Circulating microRNAs as prognostic biomarkers of diabetes reversal in NOD mice treated with proinsulin- and IL-10 secreting Lactococcus Lactis in combination with low-dose anti-CD3

Background

Oral administration of live genetically modified Lactococcus lactis (LL) secreting human proinsulin and IL-10 together with a short-course of low-dose anti-CD3 has been demonstrated to reverse T1D in NOD mice. Although LL therapy was successful in around 60% of NOD mice, 40% were metabolically non-responsive. Peripheral biomarkers to identify treatment-responsive populations may improve clinical translation of the LL therapy. 

Methods

TaqMan array cards were used to assess microRNA profiles in plasma samples collected at diabetes onset in glycemia-matched NOD mice prior to therapy, ultimately comparing 6 LL therapy responders and 6 non-responders.
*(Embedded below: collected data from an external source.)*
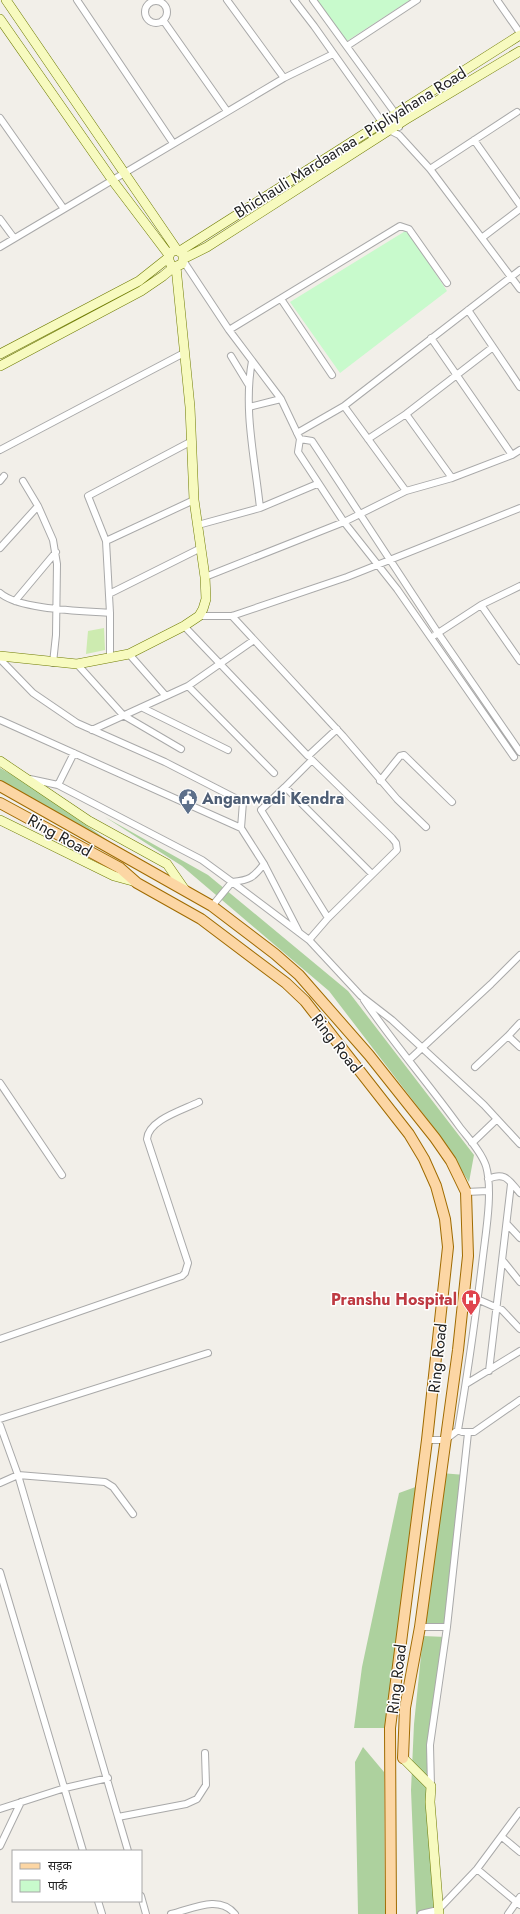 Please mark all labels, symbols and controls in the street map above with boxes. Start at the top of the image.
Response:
street label: Bhichauli Mardaanaa - Pipliyahana Road [230,61,471,224]
public building icon: Anganwadi Kendra [177,787,199,815]
place label: Anganwadi Kendra [201,787,345,810]
street label: Ring Road [24,808,96,862]
street label: Ring Road [306,1009,367,1078]
place label: Pranshu Hospital [331,1288,457,1311]
hospital icon: Pranshu Hospital [460,1288,482,1316]
street label: Ring Road [422,1322,453,1394]
street label: Ring Road [381,1643,412,1715]
legend [12,1850,142,1902]
text: सड़क [48,1857,73,1875]
text: पार्क [48,1877,68,1895] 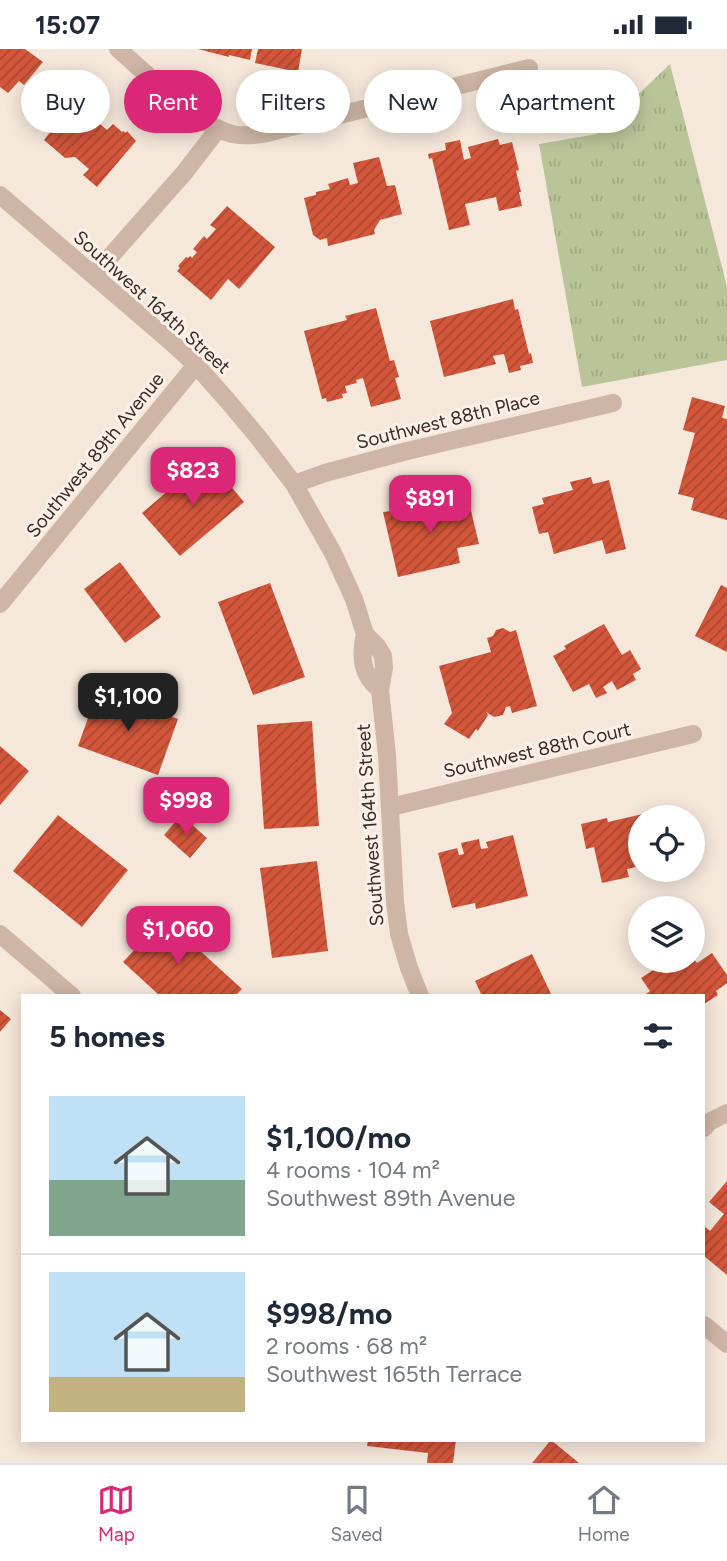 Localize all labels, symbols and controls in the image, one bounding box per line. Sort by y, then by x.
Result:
text: 15:07 [35,9,100,41]
chip: Buy [21,70,110,133]
chip: Rent [124,70,222,133]
chip: Filters [236,70,350,133]
chip: New [364,70,462,133]
chip: Apartment [476,70,640,133]
street label: Southwest 164th Street [69,226,235,378]
street label: Southwest 89th Avenue [21,368,169,542]
street label: Southwest 88th Place [354,386,542,454]
pin: $823 [152,447,234,507]
text: $823 [167,456,219,484]
pin: $891 [389,475,471,535]
text: $891 [405,484,455,512]
pin: $1,100 [71,673,185,733]
text: $1,100 [94,682,162,710]
street label: Southwest 88th Court [441,717,633,783]
street label: Southwest 164th Street [351,723,389,927]
pin: $998 [145,777,227,837]
text: $998 [159,786,213,814]
map controls [628,805,705,973]
button: locate [628,805,705,882]
button: layers [628,896,705,973]
pin: $1,060 [121,907,235,966]
text: $1,060 [142,915,214,943]
icon: filters [639,1017,677,1055]
text: 5 homes [49,1018,165,1055]
text: $1,100/mo [266,1119,411,1156]
icon: home [105,1124,189,1208]
text: 4 rooms · 104 m² [266,1156,440,1184]
text: Southwest 89th Avenue [266,1184,515,1212]
text: $998/mo [266,1295,392,1332]
icon: home [105,1300,189,1384]
text: 2 rooms · 68 m² [266,1332,427,1360]
text: Southwest 165th Terrace [266,1360,522,1388]
tab: Map [97,1481,135,1546]
tab: Saved [330,1481,383,1546]
tab: Home [578,1481,630,1546]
MicroRNAs differentially expressed in the profiling experiment were then validated by microRNA single assays in a second cohort of 15 responders and 15 non-responders.

Results

4 microRNAs were upregulated in plasma of LL therapy non-responders vs responders at disease onset: miR-34a, miR-125a-3p, miR-193b, and miR-365. The combination of miR-193b and miR-365 showed good prediction power (sensitivity: 86%; specificity: 80%). In silico pathway analysis, based on inferred microRNA target genes, identified possible metabolism-related signalling pathways predicting LL therapeutic success. The microRNA prognostic signature was specific for LL therapy, because the 4 microRNAs did not differ between plasma samples taken at disease onset from responders and non-responders given non-LL therapy (either anti-CD3 mono- or anti-CD3+IL-1Ra). Circulating microRNA signatures identified at disease onset in LL responders may be used to identify T1D patients that would benefit of this promising antigen-based immunotherapy.